Several studies report mechanisms of spine remodeling induced by growth factors, hormones and drugs [68]. Analyzing the uncaged glutamate-induced sLTP in cultured hippocampal slices using a FRET assay and 2p-microscopy to evaluate the role of brain-derived neurotrophic factor (BDNF) signaling, Harward and coworkers reported that glutamate uncaging on single spines induced the activation of tropomyosin receptor kinase B (TrkB), the membrane receptor for BDNF. In addition, spine enlargement was significantly blocked by the presence of an anti-TrkB neutralizing antibody during the sLTP induction, suggesting the requirement of BDNF for the glutamate-induced spine remodeling [69]. The inhibitory effect of specific blockers of NMDAR (AP5) and CaMKII (CN21) on TrkB activation and the release of BDNF supports the role of a TrkB-dependent intracellular cascade involving NMDAR-dependent calcium influx and activation of CaMKII. Recent evidence also involves the TrkB-dependent activation of PKC and downstream Rac1 activation, triggering the fast remodeling of F-actin during the sLTP [70]. Furthermore, cycloheximide can abolish the uncaged glutamate-induced spine enlargement, suggesting that protein synthesis is required for fast spine remodeling [71].

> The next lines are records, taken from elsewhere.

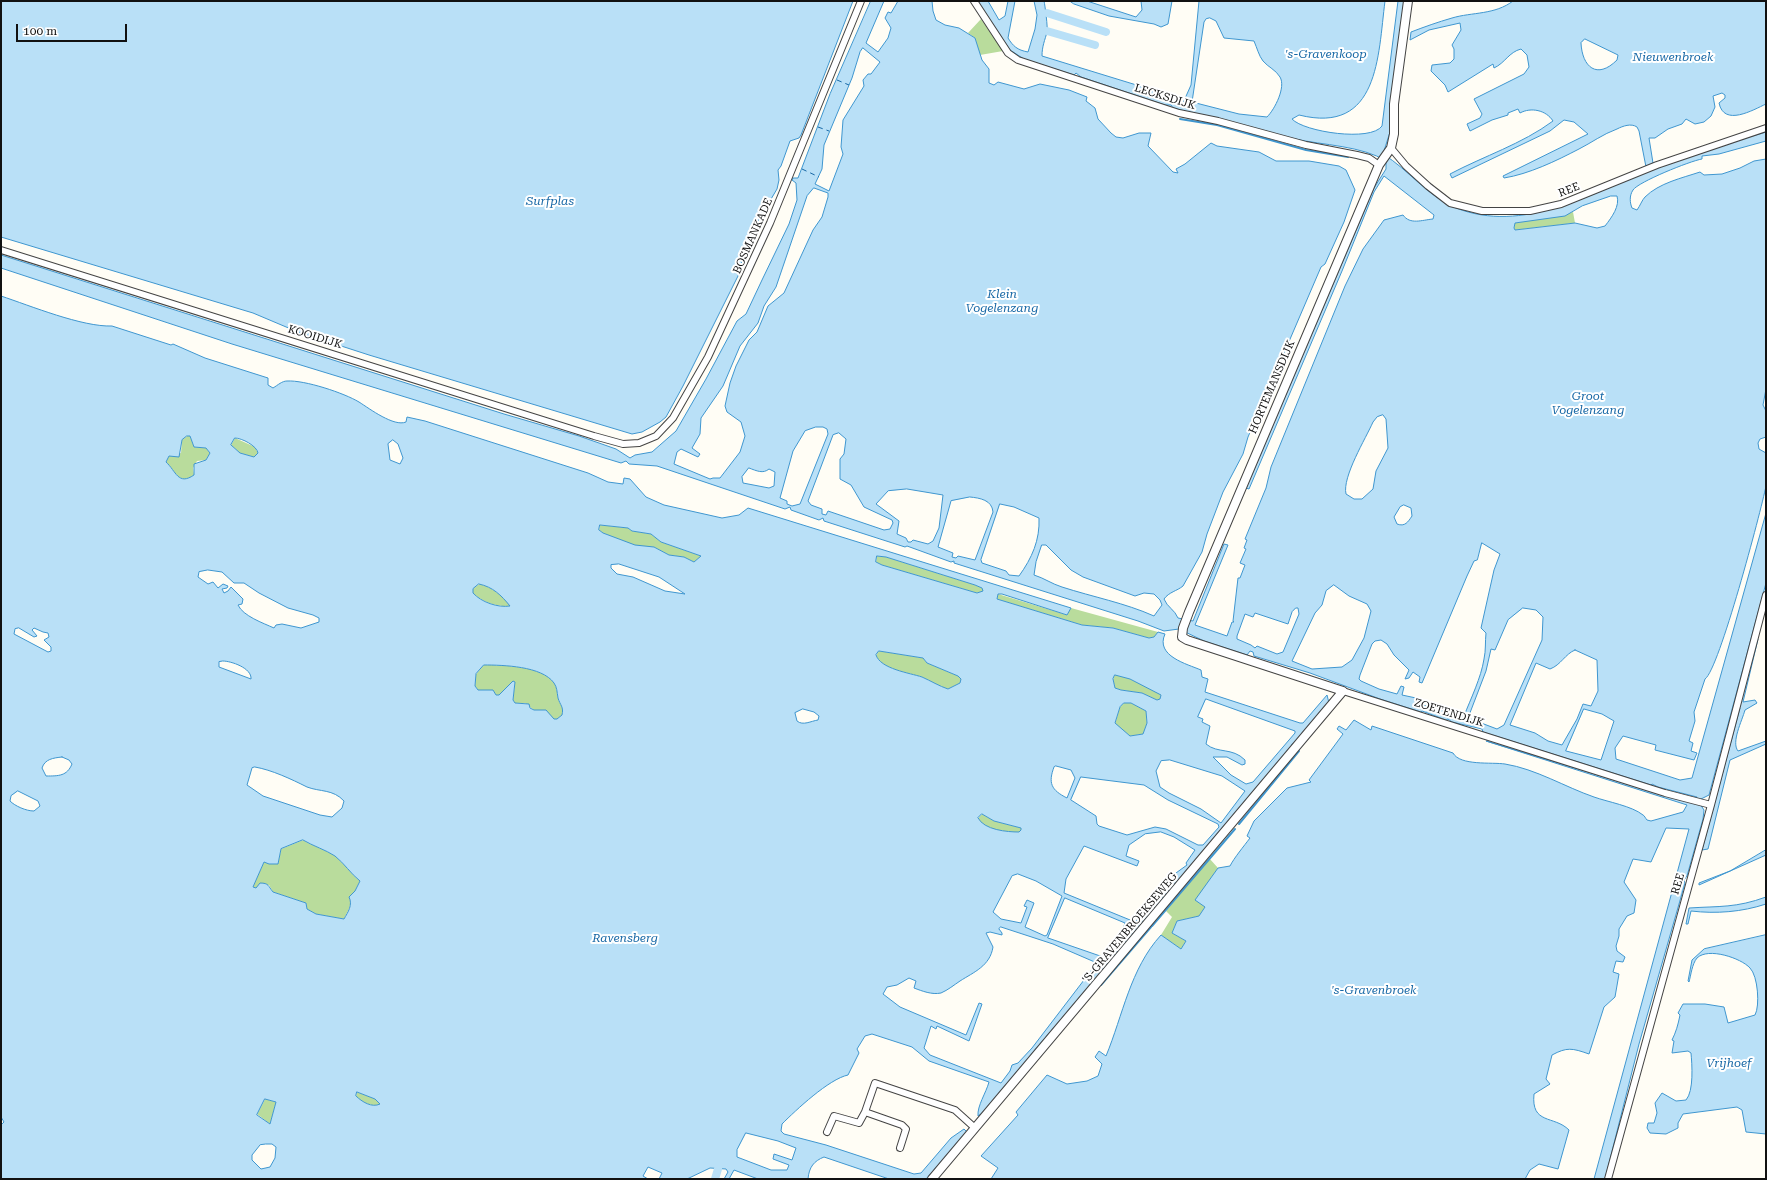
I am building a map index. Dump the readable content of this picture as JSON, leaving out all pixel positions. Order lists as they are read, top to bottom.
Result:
{
  "streets": {
    "street": [
      "LECKSDIJK",
      "REE",
      "BOSMANKADE",
      "KOOIDIJK",
      "HORTEMANSDIJK",
      "ZOETENDIJK",
      "'S-GRAVENBROEKSEWEG"
    ]
  },
  "crossings": [
    ["LECKSDIJK", "REE"],
    ["LECKSDIJK", "HORTEMANSDIJK"],
    ["REE", "HORTEMANSDIJK"],
    ["REE", "ZOETENDIJK"],
    ["BOSMANKADE", "KOOIDIJK"],
    ["HORTEMANSDIJK", "ZOETENDIJK"],
    ["ZOETENDIJK", "'S-GRAVENBROEKSEWEG"]
  ],
  "water": [
    "'s-Gravenkoop",
    "Nieuwenbroek",
    "Surfplas",
    "Klein Vogelenzang",
    "Groot Vogelenzang",
    "Ravensberg",
    "'s-Gravenbroek",
    "Vrijhoef"
  ],
  "scale_bar": "100 m"
}
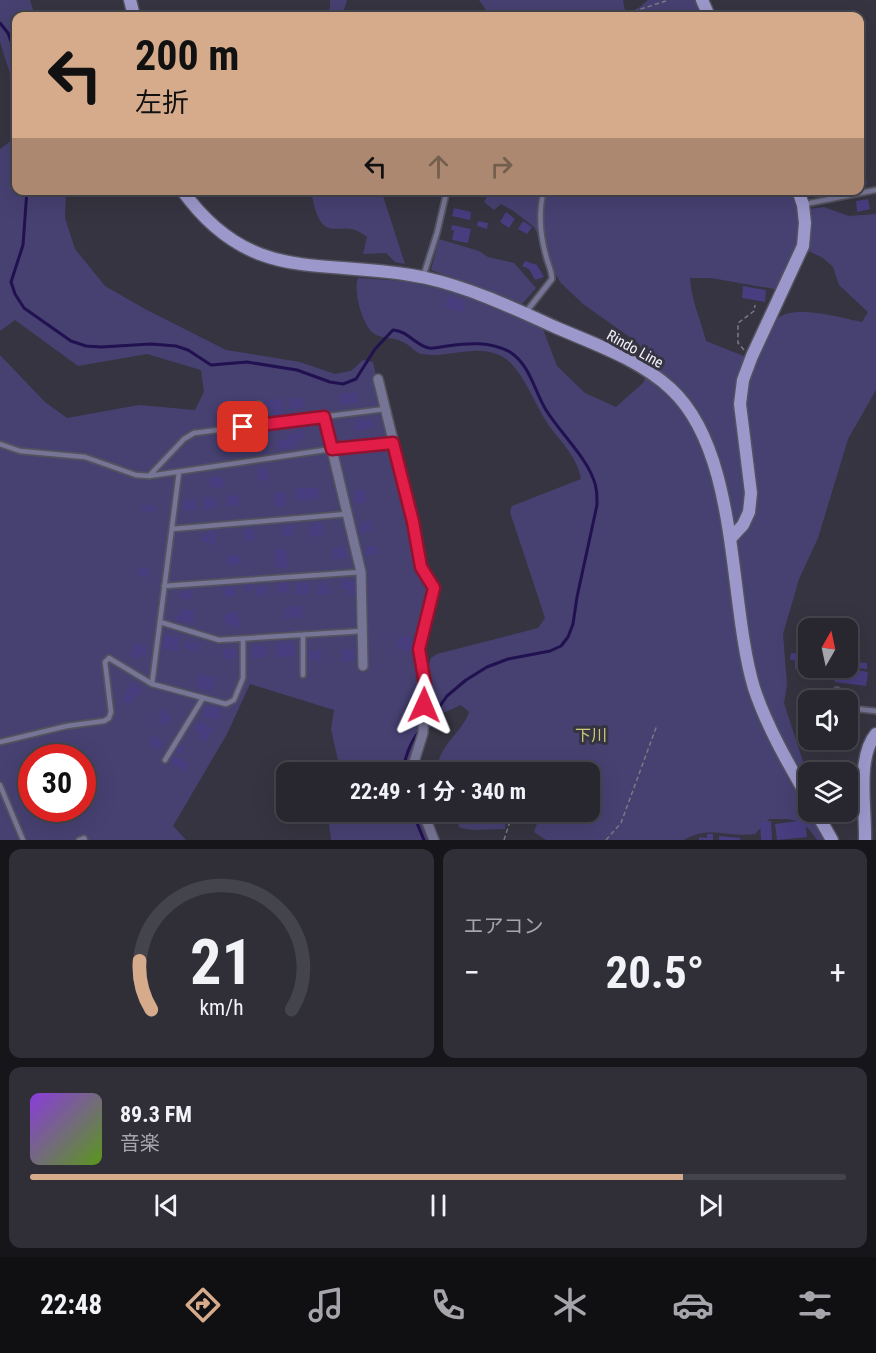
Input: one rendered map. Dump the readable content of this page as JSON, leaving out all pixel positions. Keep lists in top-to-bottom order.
{
  "streets": {
    "street": ["Rindo Line"]
  },
  "districts": ["下川"],
  "north": "top",
  "page": {
    "turn": ["200 m", "左折"],
    "limit": "30",
    "trip": "22:49 · 1 分 · 340 m",
    "tile": "エアコン",
    "heat": ["−", "20.5°", "+"],
    "song": ["89.3 FM", "音楽"],
    "tabs": "22:48",
    "gauge": ["21", "km/h"]
  }
}
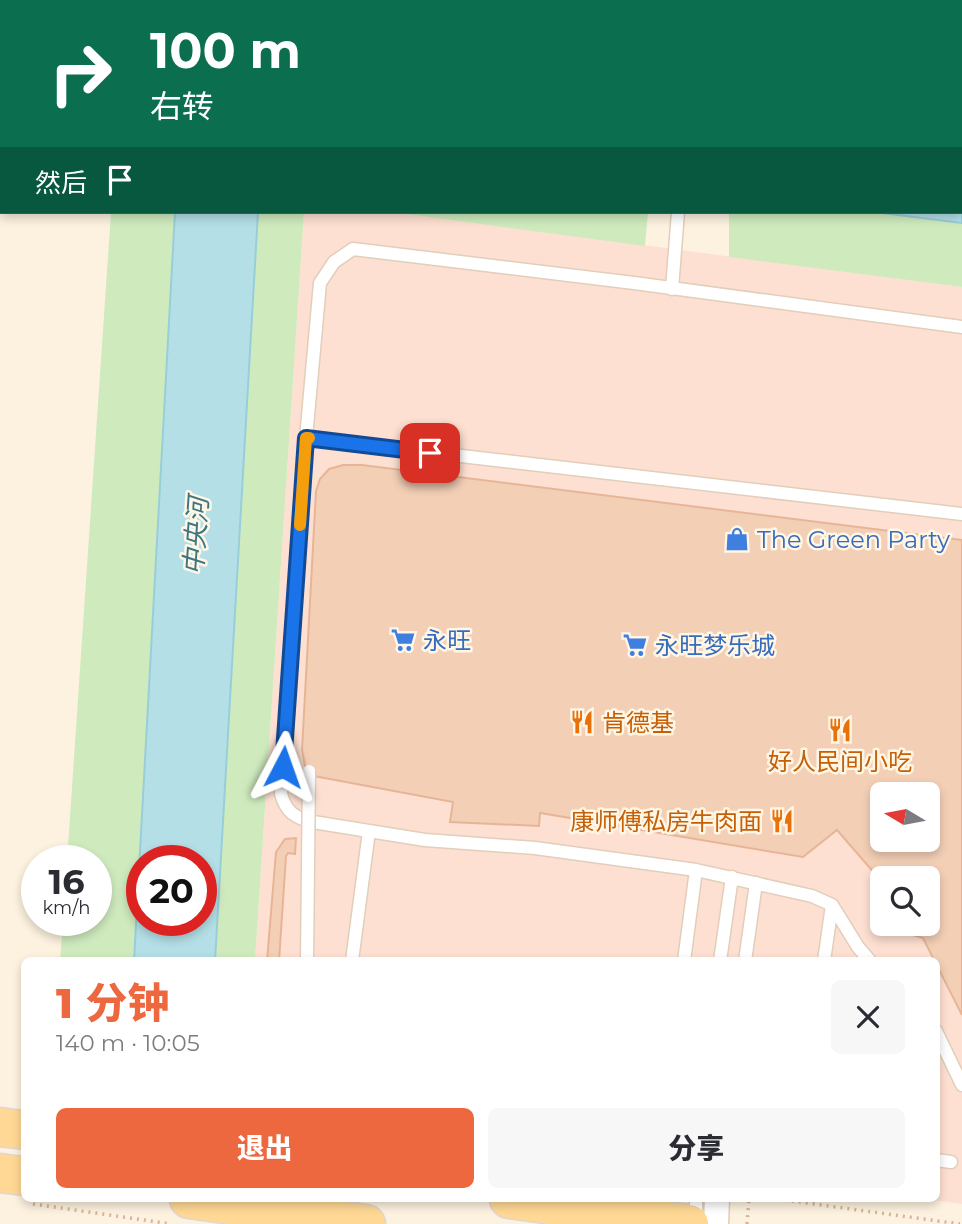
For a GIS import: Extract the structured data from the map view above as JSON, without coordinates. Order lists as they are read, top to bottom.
{
  "water": ["中央河"],
  "places": {
    "shop": ["The Green Party"],
    "supermarket": ["永旺", "永旺梦乐城"],
    "restaurant": ["肯德基", "好人民间小吃", "康师傅私房牛肉面"]
  },
  "north": "left",
  "page": {
    "turn": ["100 m", "右转"],
    "then": "然后",
    "speed": "16 km/h",
    "limit": "20",
    "heading": ["1 分钟", "140 m · 10:05"],
    "buttons": ["退出", "分享"]
  }
}
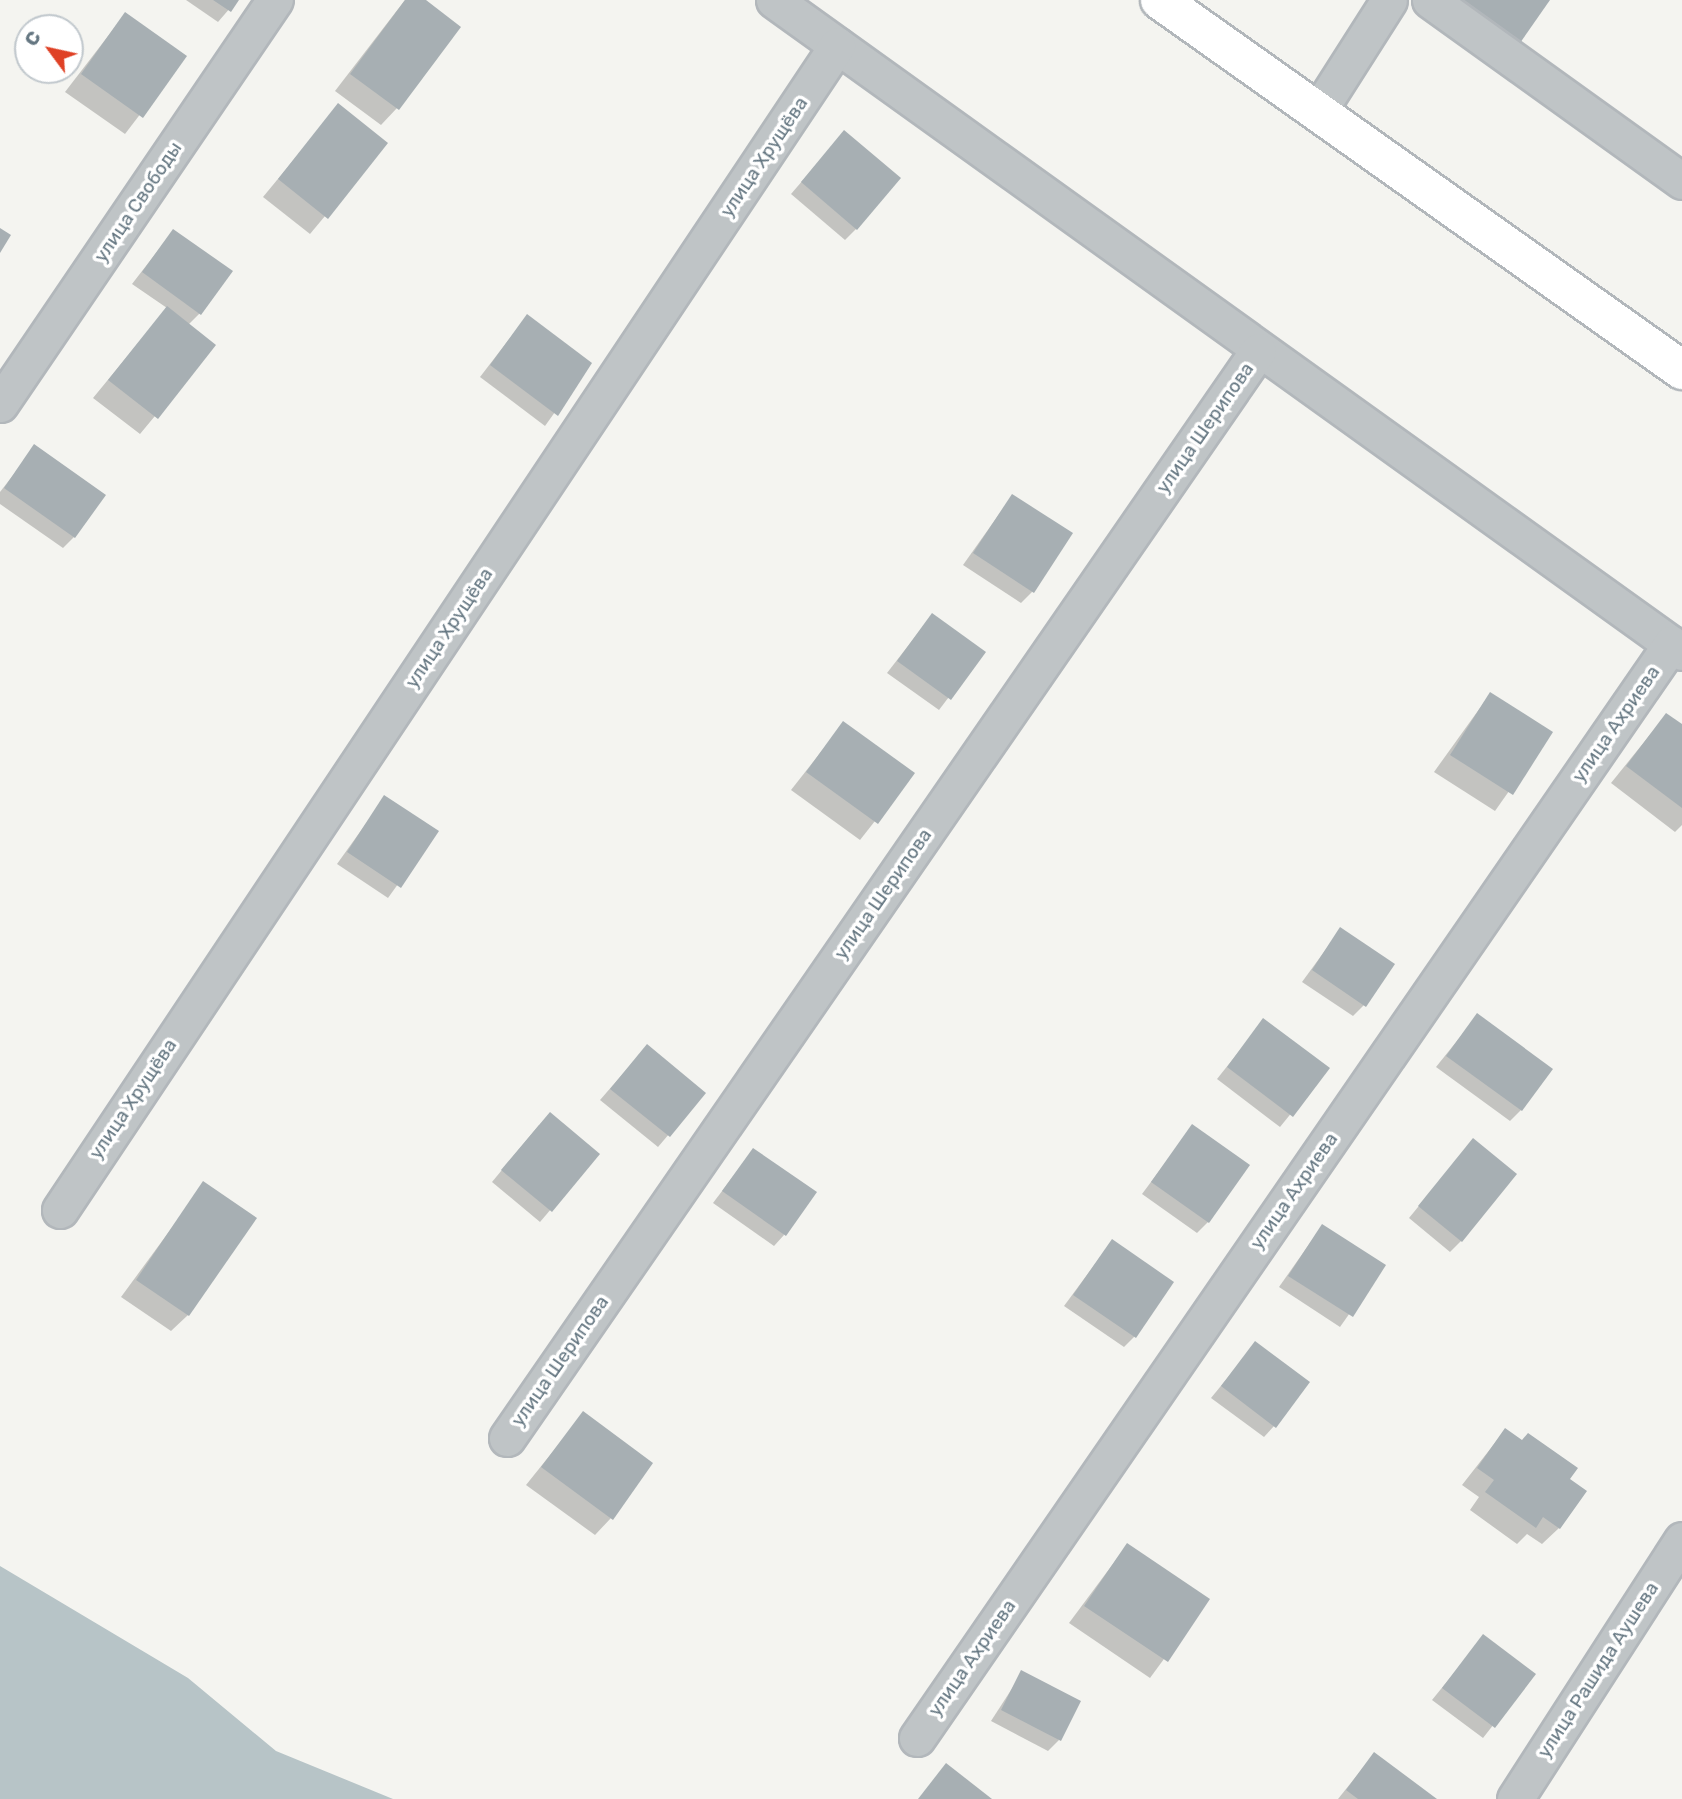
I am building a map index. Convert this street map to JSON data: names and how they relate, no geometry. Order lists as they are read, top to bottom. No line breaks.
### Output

The effect of ketamine as an antidepressant has been proposed to be caused by disinhibition of glutamate synapses by block of the NMDAR in inhibitory GABAergic interneurons. The restored glutamatergic transmission would activate the autocrine BDNF signaling in the postsynaptic neurons by the downstream activation of the mammalian target of rapamycin (mTOR), inducing the local translation of synaptic proteins and spine growth [72]. Additional mechanisms for the antidepressant effect of ketamine such as the NMDAR blockade-dependent increase in BDNF translation induced by the eukaryotic elongation factor 2 (eEF2) and the direct binding of ketamine to TrkB receptor have been recently reported [73].
The psychedelic drug psilocybin has been also proposed as pharmacotherapy for depression. It increases spine density and spine size in frontal cortex pyramidal neurons, as evaluated in vivo using 2p-microscopy in Thy1-YFP mice. This effect persists for as long as one month [74]. Recently, the release and autocrine signaling of insulin-like growth factors 1 and 2 (IGF1 and IGF2) secreted by hippocampal pyramidal neurons contained in organotypic slices has been reported. The conditional gene ablation of IGF1 decreases the glutamate uncaging-induced spine enlargement and HFS-induced LTP measured in single CA1 neurons without affecting the spine structural plasticity and LTP of CA3 neurons. Instead, the conditional ablation of IGF2 impairs dendritic spine enlargement and LTP in single CA3 neurons without affecting the structural and functional LTP of CA1 neurons. These results provide evidence for a significant role of IGF1 and IGF2 in hippocampal synaptic plasticity. Future studies are required to confirm the relevance of IGF1/IGF2 signaling pathways in synaptic plasticity processes in vivo [75].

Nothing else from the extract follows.